== Segment start ==
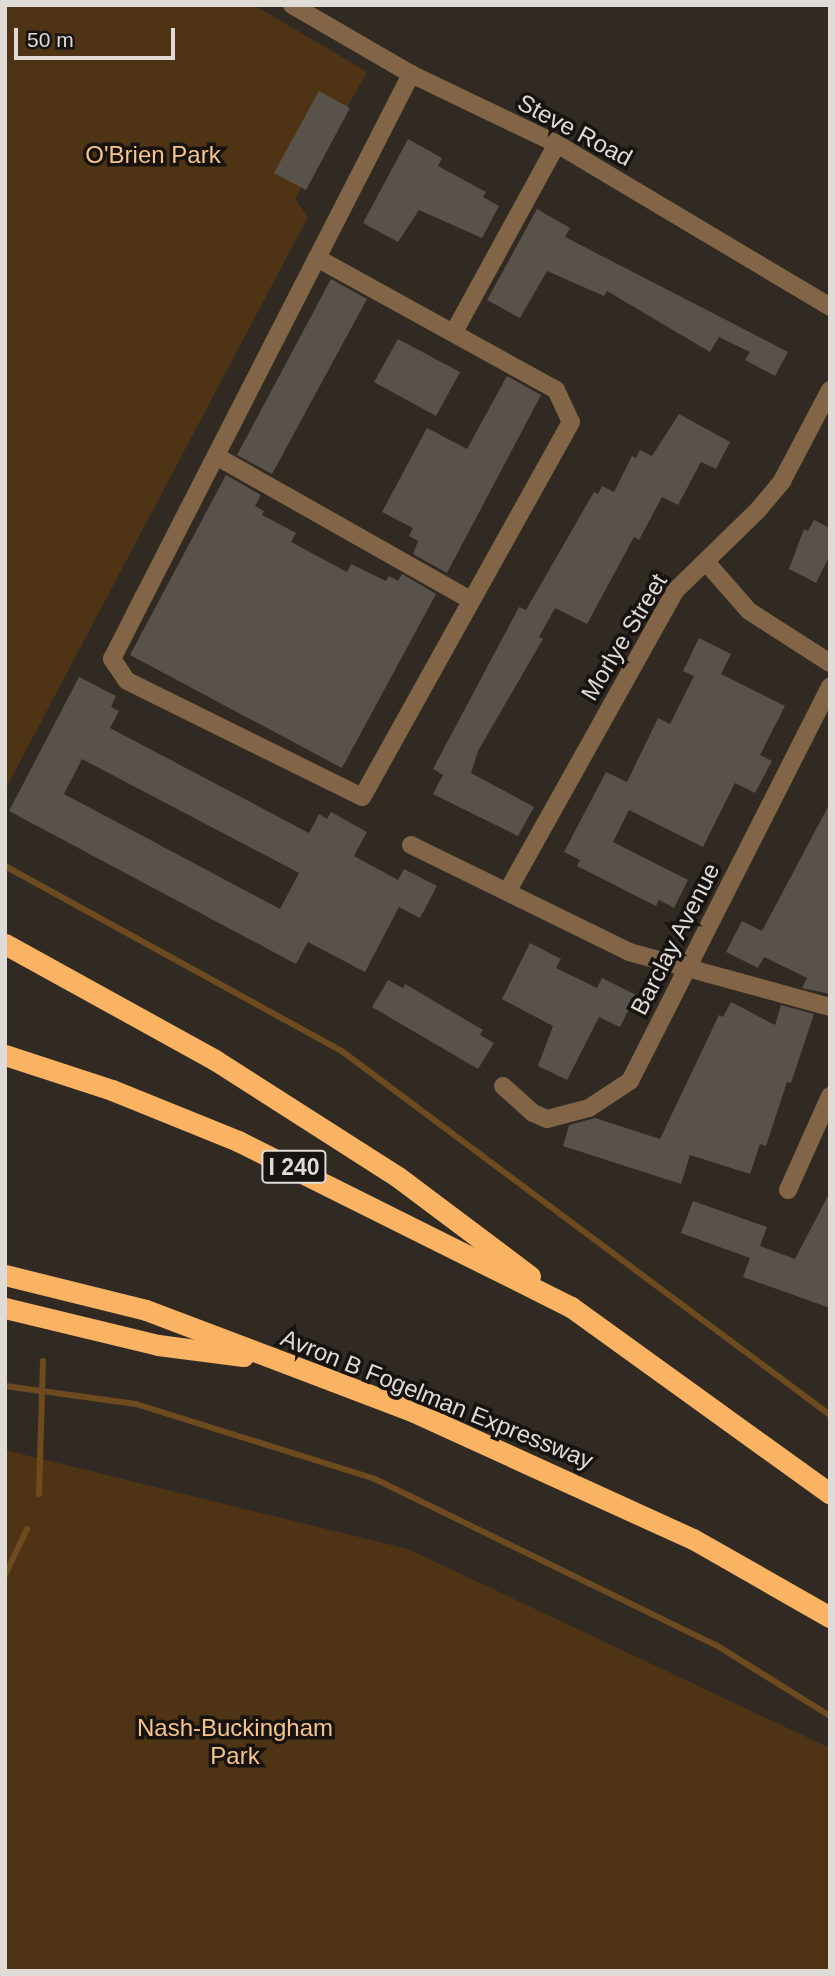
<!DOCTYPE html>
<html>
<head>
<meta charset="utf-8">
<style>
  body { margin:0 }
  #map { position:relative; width:835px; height:1976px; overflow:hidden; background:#302a23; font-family:Helvetica,sans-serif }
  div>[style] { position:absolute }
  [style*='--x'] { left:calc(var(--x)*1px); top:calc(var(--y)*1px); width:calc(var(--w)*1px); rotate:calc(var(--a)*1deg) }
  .green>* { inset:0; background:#4e3414 }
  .stream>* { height:6px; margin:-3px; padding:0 3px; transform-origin:3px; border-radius:3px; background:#6e4a1f }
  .building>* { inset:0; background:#59524b }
  .minor>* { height:18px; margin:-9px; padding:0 9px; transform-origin:9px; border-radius:9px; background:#816546 }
  .highway>* { height:21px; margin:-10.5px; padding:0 10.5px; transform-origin:10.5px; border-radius:10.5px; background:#f9b362 }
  span { translate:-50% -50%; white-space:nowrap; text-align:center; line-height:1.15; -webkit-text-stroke:7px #161310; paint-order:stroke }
  .shield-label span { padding:2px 5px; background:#161310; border:2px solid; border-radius:5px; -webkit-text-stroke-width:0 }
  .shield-label { font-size:23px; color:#dfdbd7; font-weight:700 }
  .street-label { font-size:24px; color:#dfdbd7 }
  .park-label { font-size:24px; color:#f8c48a }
  .frame { position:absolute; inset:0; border:7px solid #dfdbd7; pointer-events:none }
  .scale { position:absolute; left:14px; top:28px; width:161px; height:32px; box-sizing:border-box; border:4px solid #dfdbd7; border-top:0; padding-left:9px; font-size:21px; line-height:24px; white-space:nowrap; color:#dfdbd7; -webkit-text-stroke:5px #161310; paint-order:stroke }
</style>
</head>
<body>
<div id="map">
  <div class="green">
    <i style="clip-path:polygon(5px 5px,254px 5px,367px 72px,295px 199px,308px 217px,5px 790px)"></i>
    <i style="clip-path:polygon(5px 1450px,408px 1549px,830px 1748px,830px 1971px,5px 1971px)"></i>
  </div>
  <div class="stream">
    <i style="--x:5;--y:866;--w:386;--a:28.8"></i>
    <i style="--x:343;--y:1052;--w:607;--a:36.7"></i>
    <i style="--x:5;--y:1386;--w:132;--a:7.8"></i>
    <i style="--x:136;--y:1404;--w:250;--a:17.4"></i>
    <i style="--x:375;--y:1479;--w:379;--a:26"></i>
    <i style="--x:716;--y:1645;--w:134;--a:31.9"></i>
    <i style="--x:39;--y:1494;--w:133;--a:-88.3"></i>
    <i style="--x:5;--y:1575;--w:51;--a:-64.4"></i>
  </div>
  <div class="building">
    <i style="clip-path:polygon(319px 91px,350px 108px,306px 190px,274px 173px)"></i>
    <i style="clip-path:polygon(408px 139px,442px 158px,438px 166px,486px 192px,483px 197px,499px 206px,482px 238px,419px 210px,398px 242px,363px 223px)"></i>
    <i style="clip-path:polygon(537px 209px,570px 228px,565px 237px,788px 352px,775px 376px,745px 360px,750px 352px,719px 337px,710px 352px,607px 291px,604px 296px,547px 271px,520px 318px,487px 300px)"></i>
    <i style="clip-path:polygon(331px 279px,367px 299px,272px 474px,237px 455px)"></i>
    <i style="clip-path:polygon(398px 339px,460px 372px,436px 416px,374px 382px)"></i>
    <i style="clip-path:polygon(507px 376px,541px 395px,447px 573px,413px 554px,418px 541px,409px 536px,413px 528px,382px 512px,427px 428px,467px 449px)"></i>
    <i style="clip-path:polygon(679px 414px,730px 442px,716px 469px,701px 462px,678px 505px,662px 497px,639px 540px,634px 537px,587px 624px,555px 608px,539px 637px,543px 639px,478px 751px,471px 773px,534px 807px,518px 836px,433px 794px,443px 775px,433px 769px,519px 607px,526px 610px,594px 492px,598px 494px,602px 486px,614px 492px,632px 456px,636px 458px,640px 450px,652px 456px)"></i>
    <i style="clip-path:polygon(226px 475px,261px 495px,255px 506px,264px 511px,262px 515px,296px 533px,291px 542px,347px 572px,351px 564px,386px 581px,389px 576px,398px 581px,402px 574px,436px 594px,342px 768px,130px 655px)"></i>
    <i style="clip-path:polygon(814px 520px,830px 528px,830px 555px,816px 583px,789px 569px,804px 529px,808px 531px)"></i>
    <i style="clip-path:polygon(699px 638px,731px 654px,721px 674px,785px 706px,760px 755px,772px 761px,755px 793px,735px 783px,703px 847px,629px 810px,613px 842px,688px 880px,674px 908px,659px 900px,656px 906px,577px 866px,580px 860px,564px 852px,606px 772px,627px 782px,658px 718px,670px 724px,694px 676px,683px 671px)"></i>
    <i style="clip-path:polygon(evenodd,79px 677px,116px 696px,111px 707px,119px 711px,110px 728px,309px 833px,319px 814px,327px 819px,331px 812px,367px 832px,354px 856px,398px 880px,404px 869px,437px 886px,420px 918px,399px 907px,365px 972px,308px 942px,296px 964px,9px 811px,79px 677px,82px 759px,299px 873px,280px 909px,64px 794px,82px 759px)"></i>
    <i style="clip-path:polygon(830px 803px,830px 994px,802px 988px,807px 978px,764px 957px,758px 968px,726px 952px,742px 921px,762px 931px)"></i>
    <i style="clip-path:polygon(530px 943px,561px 959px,556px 968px,597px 988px,602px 978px,636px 995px,620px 1027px,599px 1017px,567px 1080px,538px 1066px,553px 1026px,502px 999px)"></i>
    <i style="clip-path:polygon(388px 980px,403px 988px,405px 984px,483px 1030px,480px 1035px,494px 1043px,478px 1069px,372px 1007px)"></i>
    <i style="clip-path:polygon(731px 1002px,775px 1025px,781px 1005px,814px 1014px,791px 1083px,787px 1082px,766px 1146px,760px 1144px,750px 1174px,690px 1155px,681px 1184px,563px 1146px,569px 1125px,595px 1118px,660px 1139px,719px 1015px,723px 1017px)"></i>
    <i style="clip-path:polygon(830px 1192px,830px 1308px,743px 1277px,750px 1258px,681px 1233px,693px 1201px,767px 1227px,760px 1246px,795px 1259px)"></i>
  </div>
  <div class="minor">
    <i style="--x:292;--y:5;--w:138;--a:30.1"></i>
    <i style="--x:411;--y:74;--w:162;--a:25.6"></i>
    <i style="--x:557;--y:144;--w:318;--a:30.8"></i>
    <i style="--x:317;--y:258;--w:273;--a:28.9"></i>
    <i style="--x:556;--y:390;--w:35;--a:65"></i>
    <i style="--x:571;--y:422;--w:429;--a:119.1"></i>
    <i style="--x:362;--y:797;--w:262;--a:-153.7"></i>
    <i style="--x:127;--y:681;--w:27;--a:-124"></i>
    <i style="--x:112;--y:659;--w:71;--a:-63.1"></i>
    <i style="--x:144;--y:596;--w:380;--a:-62.9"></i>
    <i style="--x:317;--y:258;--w:207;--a:-62.9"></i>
    <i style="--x:454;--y:332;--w:214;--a:-61.3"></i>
    <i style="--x:216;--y:456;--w:293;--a:29.5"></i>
    <i style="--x:706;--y:562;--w:65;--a:48.7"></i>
    <i style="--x:749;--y:611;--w:96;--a:32.7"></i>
    <i style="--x:411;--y:845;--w:243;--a:26.1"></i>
    <i style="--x:629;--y:952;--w:208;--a:15.3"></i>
    <i style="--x:507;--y:892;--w:346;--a:-60.8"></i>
    <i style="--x:676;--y:590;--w:115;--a:-44.3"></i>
    <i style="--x:758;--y:510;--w:38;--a:-50"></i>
    <i style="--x:782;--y:481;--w:103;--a:-62.2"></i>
    <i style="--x:503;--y:1086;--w:40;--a:42"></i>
    <i style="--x:533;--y:1113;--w:15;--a:23"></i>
    <i style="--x:547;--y:1119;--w:43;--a:-14.7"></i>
    <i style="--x:589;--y:1108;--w:49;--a:-33.4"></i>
    <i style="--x:630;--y:1081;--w:443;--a:-63.1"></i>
    <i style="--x:788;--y:1190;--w:103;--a:-65.9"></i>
  </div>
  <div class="highway">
    <i style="--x:5;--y:944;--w:240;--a:28.9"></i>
    <i style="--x:215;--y:1060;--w:217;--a:32.6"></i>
    <i style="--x:398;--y:1177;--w:165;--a:36.9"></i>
    <i style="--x:5;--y:1055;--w:113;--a:18.1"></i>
    <i style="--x:112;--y:1090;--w:136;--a:22"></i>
    <i style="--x:238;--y:1141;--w:372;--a:26.5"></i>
    <i style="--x:571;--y:1307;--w:319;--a:35.8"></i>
    <i style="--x:5;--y:1275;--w:145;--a:13.9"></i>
    <i style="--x:146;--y:1310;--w:287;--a:20.8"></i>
    <i style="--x:414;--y:1412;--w:307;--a:24.5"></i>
    <i style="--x:693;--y:1539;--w:158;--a:29.7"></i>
    <i style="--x:5;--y:1308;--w:157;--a:13.6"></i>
    <i style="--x:158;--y:1345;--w:86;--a:7.4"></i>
  </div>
  <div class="shield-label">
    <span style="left:294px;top:1167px">I 240</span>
  </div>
  <div class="street-label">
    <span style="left:575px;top:130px;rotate:28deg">Steve Road</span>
    <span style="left:624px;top:637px;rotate:-59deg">Morlye Street</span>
    <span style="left:675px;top:939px;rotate:-63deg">Barclay Avenue</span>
    <span style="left:437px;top:1399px;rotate:22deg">Avron B Fogelman Expressway</span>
  </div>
  <div class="park-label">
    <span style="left:153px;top:155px">O'Brien Park</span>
    <span style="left:235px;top:1742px">Nash-Buckingham<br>Park</span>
  </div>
  <div class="frame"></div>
  <div class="scale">50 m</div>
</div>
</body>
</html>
== Segment end ==
**WORK REQUIRED**
Return every line of the listing above that contains "stream".

**COMPLETED TASK**
  .stream>* { height:6px; margin:-3px; padding:0 3px; transform-origin:3px; border-radius:3px; background:#6e4a1f }
  <div class="stream">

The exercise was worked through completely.